─── DATASET ───
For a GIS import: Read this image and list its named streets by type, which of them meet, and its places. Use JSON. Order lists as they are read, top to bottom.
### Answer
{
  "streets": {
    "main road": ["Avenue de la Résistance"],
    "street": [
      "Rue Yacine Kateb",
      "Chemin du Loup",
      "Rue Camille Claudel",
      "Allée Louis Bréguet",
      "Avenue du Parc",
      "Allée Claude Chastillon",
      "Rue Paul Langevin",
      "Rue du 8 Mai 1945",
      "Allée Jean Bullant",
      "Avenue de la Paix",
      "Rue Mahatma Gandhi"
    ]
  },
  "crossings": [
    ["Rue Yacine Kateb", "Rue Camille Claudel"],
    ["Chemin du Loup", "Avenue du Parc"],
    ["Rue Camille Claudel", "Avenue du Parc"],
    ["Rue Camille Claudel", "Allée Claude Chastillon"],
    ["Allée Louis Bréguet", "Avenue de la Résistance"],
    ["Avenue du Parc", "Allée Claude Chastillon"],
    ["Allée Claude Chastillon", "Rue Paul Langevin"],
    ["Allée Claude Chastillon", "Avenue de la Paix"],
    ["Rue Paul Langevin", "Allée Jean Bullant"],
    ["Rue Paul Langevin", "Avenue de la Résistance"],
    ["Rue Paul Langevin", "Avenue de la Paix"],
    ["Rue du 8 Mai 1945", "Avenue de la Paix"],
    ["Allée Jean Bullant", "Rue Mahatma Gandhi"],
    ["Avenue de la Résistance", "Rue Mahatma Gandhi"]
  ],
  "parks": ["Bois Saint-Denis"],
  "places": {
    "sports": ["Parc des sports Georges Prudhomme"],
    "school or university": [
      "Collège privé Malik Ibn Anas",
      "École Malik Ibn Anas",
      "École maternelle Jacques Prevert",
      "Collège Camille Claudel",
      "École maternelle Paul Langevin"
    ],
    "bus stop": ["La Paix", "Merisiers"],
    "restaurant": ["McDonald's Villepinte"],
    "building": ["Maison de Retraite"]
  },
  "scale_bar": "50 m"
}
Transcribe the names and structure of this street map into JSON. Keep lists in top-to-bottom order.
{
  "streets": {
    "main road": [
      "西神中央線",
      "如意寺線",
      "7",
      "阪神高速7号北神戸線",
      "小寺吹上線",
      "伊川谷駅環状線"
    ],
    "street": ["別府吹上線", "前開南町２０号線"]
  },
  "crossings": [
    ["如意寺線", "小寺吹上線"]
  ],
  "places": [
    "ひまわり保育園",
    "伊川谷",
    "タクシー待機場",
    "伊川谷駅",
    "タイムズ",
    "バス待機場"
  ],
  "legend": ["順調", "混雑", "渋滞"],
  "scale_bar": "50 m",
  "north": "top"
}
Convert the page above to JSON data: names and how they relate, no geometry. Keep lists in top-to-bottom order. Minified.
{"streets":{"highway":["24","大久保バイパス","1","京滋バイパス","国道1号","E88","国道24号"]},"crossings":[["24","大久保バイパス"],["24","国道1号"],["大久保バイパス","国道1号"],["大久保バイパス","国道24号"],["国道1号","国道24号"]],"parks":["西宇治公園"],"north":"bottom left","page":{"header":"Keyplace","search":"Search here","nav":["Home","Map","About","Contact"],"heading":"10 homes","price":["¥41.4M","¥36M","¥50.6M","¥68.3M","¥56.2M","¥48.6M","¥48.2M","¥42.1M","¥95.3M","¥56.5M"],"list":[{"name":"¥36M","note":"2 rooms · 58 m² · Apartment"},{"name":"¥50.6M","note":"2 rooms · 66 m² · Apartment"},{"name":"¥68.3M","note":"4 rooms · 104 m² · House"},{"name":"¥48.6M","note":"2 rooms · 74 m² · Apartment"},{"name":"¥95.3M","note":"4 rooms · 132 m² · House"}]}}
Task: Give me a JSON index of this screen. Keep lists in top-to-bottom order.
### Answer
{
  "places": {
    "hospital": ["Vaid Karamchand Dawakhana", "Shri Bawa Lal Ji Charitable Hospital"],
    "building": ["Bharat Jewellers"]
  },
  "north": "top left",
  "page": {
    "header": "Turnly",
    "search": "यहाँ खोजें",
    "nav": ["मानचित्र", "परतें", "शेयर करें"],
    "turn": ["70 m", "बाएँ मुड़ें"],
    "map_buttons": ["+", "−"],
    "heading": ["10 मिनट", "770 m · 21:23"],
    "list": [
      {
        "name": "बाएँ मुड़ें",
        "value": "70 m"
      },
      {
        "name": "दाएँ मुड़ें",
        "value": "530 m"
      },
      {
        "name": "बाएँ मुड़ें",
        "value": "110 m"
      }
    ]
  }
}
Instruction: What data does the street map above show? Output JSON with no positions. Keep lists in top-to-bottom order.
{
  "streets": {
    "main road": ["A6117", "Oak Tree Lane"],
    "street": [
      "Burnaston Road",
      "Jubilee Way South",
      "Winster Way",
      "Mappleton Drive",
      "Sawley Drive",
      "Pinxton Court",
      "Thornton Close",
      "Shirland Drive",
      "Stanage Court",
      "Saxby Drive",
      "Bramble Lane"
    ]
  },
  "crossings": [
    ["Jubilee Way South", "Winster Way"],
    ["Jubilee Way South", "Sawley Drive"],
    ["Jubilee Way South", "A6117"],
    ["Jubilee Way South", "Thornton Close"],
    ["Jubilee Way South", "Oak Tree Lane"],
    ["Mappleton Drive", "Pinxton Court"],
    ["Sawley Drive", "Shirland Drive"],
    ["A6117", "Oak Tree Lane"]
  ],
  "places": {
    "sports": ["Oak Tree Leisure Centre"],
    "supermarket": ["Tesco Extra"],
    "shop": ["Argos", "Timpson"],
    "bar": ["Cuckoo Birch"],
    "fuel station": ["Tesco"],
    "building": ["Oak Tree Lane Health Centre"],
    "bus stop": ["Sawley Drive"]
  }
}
───
**EXERCISE OBJECTIVE**
Each line above should be duplicated without any alteration.

**WRITTEN RESPONSE**
For a GIS import: Read this image and list its named streets by type, which of them meet, and its places. Use JSON. Order lists as they are read, top to bottom.
### Answer
{
  "streets": {
    "main road": ["Avenue de la Résistance"],
    "street": [
      "Rue Yacine Kateb",
      "Chemin du Loup",
      "Rue Camille Claudel",
      "Allée Louis Bréguet",
      "Avenue du Parc",
      "Allée Claude Chastillon",
      "Rue Paul Langevin",
      "Rue du 8 Mai 1945",
      "Allée Jean Bullant",
      "Avenue de la Paix",
      "Rue Mahatma Gandhi"
    ]
  },
  "crossings": [
    ["Rue Yacine Kateb", "Rue Camille Claudel"],
    ["Chemin du Loup", "Avenue du Parc"],
    ["Rue Camille Claudel", "Avenue du Parc"],
    ["Rue Camille Claudel", "Allée Claude Chastillon"],
    ["Allée Louis Bréguet", "Avenue de la Résistance"],
    ["Avenue du Parc", "Allée Claude Chastillon"],
    ["Allée Claude Chastillon", "Rue Paul Langevin"],
    ["Allée Claude Chastillon", "Avenue de la Paix"],
    ["Rue Paul Langevin", "Allée Jean Bullant"],
    ["Rue Paul Langevin", "Avenue de la Résistance"],
    ["Rue Paul Langevin", "Avenue de la Paix"],
    ["Rue du 8 Mai 1945", "Avenue de la Paix"],
    ["Allée Jean Bullant", "Rue Mahatma Gandhi"],
    ["Avenue de la Résistance", "Rue Mahatma Gandhi"]
  ],
  "parks": ["Bois Saint-Denis"],
  "places": {
    "sports": ["Parc des sports Georges Prudhomme"],
    "school or university": [
      "Collège privé Malik Ibn Anas",
      "École Malik Ibn Anas",
      "École maternelle Jacques Prevert",
      "Collège Camille Claudel",
      "École maternelle Paul Langevin"
    ],
    "bus stop": ["La Paix", "Merisiers"],
    "restaurant": ["McDonald's Villepinte"],
    "building": ["Maison de Retraite"]
  },
  "scale_bar": "50 m"
}
Transcribe the names and structure of this street map into JSON. Keep lists in top-to-bottom order.
{
  "streets": {
    "main road": [
      "西神中央線",
      "如意寺線",
      "7",
      "阪神高速7号北神戸線",
      "小寺吹上線",
      "伊川谷駅環状線"
    ],
    "street": ["別府吹上線", "前開南町２０号線"]
  },
  "crossings": [
    ["如意寺線", "小寺吹上線"]
  ],
  "places": [
    "ひまわり保育園",
    "伊川谷",
    "タクシー待機場",
    "伊川谷駅",
    "タイムズ",
    "バス待機場"
  ],
  "legend": ["順調", "混雑", "渋滞"],
  "scale_bar": "50 m",
  "north": "top"
}
Convert the page above to JSON data: names and how they relate, no geometry. Keep lists in top-to-bottom order. Minified.
{"streets":{"highway":["24","大久保バイパス","1","京滋バイパス","国道1号","E88","国道24号"]},"crossings":[["24","大久保バイパス"],["24","国道1号"],["大久保バイパス","国道1号"],["大久保バイパス","国道24号"],["国道1号","国道24号"]],"parks":["西宇治公園"],"north":"bottom left","page":{"header":"Keyplace","search":"Search here","nav":["Home","Map","About","Contact"],"heading":"10 homes","price":["¥41.4M","¥36M","¥50.6M","¥68.3M","¥56.2M","¥48.6M","¥48.2M","¥42.1M","¥95.3M","¥56.5M"],"list":[{"name":"¥36M","note":"2 rooms · 58 m² · Apartment"},{"name":"¥50.6M","note":"2 rooms · 66 m² · Apartment"},{"name":"¥68.3M","note":"4 rooms · 104 m² · House"},{"name":"¥48.6M","note":"2 rooms · 74 m² · Apartment"},{"name":"¥95.3M","note":"4 rooms · 132 m² · House"}]}}
Task: Give me a JSON index of this screen. Keep lists in top-to-bottom order.
### Answer
{
  "places": {
    "hospital": ["Vaid Karamchand Dawakhana", "Shri Bawa Lal Ji Charitable Hospital"],
    "building": ["Bharat Jewellers"]
  },
  "north": "top left",
  "page": {
    "header": "Turnly",
    "search": "यहाँ खोजें",
    "nav": ["मानचित्र", "परतें", "शेयर करें"],
    "turn": ["70 m", "बाएँ मुड़ें"],
    "map_buttons": ["+", "−"],
    "heading": ["10 मिनट", "770 m · 21:23"],
    "list": [
      {
        "name": "बाएँ मुड़ें",
        "value": "70 m"
      },
      {
        "name": "दाएँ मुड़ें",
        "value": "530 m"
      },
      {
        "name": "बाएँ मुड़ें",
        "value": "110 m"
      }
    ]
  }
}
Instruction: What data does the street map above show? Output JSON with no positions. Keep lists in top-to-bottom order.
{
  "streets": {
    "main road": ["A6117", "Oak Tree Lane"],
    "street": [
      "Burnaston Road",
      "Jubilee Way South",
      "Winster Way",
      "Mappleton Drive",
      "Sawley Drive",
      "Pinxton Court",
      "Thornton Close",
      "Shirland Drive",
      "Stanage Court",
      "Saxby Drive",
      "Bramble Lane"
    ]
  },
  "crossings": [
    ["Jubilee Way South", "Winster Way"],
    ["Jubilee Way South", "Sawley Drive"],
    ["Jubilee Way South", "A6117"],
    ["Jubilee Way South", "Thornton Close"],
    ["Jubilee Way South", "Oak Tree Lane"],
    ["Mappleton Drive", "Pinxton Court"],
    ["Sawley Drive", "Shirland Drive"],
    ["A6117", "Oak Tree Lane"]
  ],
  "places": {
    "sports": ["Oak Tree Leisure Centre"],
    "supermarket": ["Tesco Extra"],
    "shop": ["Argos", "Timpson"],
    "bar": ["Cuckoo Birch"],
    "fuel station": ["Tesco"],
    "building": ["Oak Tree Lane Health Centre"],
    "bus stop": ["Sawley Drive"]
  }
}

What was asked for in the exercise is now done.